Investigation into the cytotoxic effect of TR-1. (A) Caspase 3/7 activity (represented in fluorescence) after 48 h of treatment with YS110, triptolide, TR1, and Y-TR1 in the CD26-positive MM cell line MSTO clone12. The activity is elevated in triptolide-, TR1-, and Y-TR1-treated cells. The vertical axis shows the intensity value measured by the fluorometer; (B, C) effects of Y-TR1 on the mRNA levels of HSP70 after heat induction. Relative mRNA levels of HSP70 after heat induction (45 °C, 2 h) were significantly lower in Y-TR1-treated cells compared to unconjugated YS110-treated cells in CD26-positive MM cell lines. A t-test at the p = 0.05 level was carried out as statistical analysis (n = 10). The error bar indicates one standard deviation; (B) MSTO clone12; (C) JMN.

Figure 7

In vivo anti-tumor effect of Y-TR1 in the NOD/SCID mouse xenograft model using the CD26 positive MM cell line JMN. (A) Y-TR1 was administered intraperitoneally 4 mg/kg/dose, three times per week, for a total of nine doses from day zero of subcutaneous inoculation of 1 × 107 JMN cells. The average estimated tumor volume on day 55 was compared among three groups (control, YS110, Y-TR1, n = 10) with Fisher’s protected least protected difference multiple comparison test. The mean tumor volume of the Y-TR1 group was significantly lower (* p < 0.05) than that of the control or YS110 group. The mean tumor volume of the YS110 group was not significantly altered compared with the control.

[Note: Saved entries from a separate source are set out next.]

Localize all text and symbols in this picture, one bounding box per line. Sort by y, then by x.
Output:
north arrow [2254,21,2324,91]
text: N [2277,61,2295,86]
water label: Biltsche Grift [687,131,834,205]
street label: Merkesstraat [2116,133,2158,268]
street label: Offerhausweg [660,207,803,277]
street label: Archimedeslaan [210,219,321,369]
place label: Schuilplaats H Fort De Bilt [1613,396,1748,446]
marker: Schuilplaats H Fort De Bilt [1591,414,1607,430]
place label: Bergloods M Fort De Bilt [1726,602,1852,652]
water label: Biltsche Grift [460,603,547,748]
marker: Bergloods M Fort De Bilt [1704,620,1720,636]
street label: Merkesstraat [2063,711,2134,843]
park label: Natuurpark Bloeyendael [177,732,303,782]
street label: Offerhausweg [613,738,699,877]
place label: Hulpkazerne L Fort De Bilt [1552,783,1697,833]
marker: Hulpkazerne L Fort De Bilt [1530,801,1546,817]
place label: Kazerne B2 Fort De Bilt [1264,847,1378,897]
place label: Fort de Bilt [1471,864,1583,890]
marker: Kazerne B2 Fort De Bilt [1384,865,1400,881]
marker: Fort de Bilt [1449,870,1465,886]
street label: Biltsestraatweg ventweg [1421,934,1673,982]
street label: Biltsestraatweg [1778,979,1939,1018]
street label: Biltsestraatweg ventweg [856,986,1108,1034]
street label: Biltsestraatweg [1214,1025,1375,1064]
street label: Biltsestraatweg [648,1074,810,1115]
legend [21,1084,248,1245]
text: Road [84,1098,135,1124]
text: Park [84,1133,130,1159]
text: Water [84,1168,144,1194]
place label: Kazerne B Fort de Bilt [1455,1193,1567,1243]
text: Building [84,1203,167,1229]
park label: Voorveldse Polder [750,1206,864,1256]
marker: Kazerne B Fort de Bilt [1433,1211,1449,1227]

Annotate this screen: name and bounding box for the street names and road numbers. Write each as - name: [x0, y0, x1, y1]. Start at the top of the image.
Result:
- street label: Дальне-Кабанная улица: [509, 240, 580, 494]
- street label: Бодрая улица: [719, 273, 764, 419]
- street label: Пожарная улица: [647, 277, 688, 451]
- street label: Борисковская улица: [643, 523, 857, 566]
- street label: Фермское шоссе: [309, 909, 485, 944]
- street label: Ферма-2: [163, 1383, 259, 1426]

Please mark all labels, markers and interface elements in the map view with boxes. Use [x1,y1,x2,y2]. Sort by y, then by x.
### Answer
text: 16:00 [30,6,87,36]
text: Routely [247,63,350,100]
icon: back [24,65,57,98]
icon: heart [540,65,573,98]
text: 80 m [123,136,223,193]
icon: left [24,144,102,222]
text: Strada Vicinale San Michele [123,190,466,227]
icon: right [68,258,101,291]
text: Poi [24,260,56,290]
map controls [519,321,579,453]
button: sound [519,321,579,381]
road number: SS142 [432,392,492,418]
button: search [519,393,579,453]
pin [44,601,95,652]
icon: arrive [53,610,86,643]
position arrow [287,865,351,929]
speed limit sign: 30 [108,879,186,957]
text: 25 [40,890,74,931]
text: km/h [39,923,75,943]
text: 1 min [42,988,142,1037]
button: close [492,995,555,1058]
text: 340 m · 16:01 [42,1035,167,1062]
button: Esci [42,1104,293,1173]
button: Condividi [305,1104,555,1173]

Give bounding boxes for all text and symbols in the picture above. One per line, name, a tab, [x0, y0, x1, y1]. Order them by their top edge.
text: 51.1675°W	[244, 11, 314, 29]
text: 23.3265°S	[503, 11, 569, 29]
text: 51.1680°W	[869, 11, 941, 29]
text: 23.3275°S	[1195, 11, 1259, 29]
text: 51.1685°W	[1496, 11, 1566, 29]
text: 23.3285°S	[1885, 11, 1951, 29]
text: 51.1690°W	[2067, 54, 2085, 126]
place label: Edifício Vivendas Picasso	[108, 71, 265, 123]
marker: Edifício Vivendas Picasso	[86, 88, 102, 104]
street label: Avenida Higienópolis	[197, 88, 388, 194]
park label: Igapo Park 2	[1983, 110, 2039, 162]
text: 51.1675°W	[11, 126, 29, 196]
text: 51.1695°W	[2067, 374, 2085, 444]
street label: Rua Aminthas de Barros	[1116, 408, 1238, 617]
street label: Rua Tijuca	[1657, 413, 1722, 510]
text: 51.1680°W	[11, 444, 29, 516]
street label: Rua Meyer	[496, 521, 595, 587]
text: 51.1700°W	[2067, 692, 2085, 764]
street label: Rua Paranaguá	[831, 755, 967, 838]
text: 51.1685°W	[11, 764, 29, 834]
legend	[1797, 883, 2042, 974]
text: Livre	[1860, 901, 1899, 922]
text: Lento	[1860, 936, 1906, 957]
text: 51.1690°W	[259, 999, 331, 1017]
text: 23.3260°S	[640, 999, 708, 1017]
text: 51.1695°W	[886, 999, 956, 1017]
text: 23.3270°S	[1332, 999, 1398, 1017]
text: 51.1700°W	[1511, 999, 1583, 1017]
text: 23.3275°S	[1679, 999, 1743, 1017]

An experiment out of two with similar results is shown; (B) Y-TR1 was administered intraperitoneally 8 mg/kg/dose, three times per week, for a total of nine doses. The average estimated tumor weight on day 42 was compared among three groups (control, 14D10, YS110, Y-TR1, n = 10) with Fisher’s protected least protected difference multiple comparison test. The mean tumor weight of the YS110 or Y-TR1 groups was significantly lower (* p < 0.05 or ** p < 0.025, respectively) than that of the control group. The mean tumor weight of the Y-TR1 group was significantly lower (* p < 0.05) than that of the YS110 group. An experiment out of two with similar results is shown; (C) histological analysis of xenograft tumors of JMN cells. JMN-derived tumors show histopathology of sarcomatoid mesothelioma. (×20). a: Hematoxylin and eosin staining. b: Immunohistochemical staining with anti-human CD26 antibody revealed CD26 expression in tumor cells. c–e: MIB-1 (Ki67) staining showed a decreased number of MIB-1-positive cells in Y-TR1-treated tumors compared to IgG1- or YS110-treated tumors. Scale bar: 10 μm.

Figure 8

Y-TR1 has multiple anti-tumor effects as follows; (1) introduction of cell death via immunological cytotoxicity such as antibody-dependent cell-mediated cytotoxicity (ADCC) and/or complement-dependent cytotoxicity (CDC), (2) retarded cell cycling of both G1/S and G2/M, (3) suppression of POLR2A transcription by increased amount of intranuclear CD26, (4) inhibition of TFIIH by TR1 carried into the nucleus using conjugation of TR1 to YS110.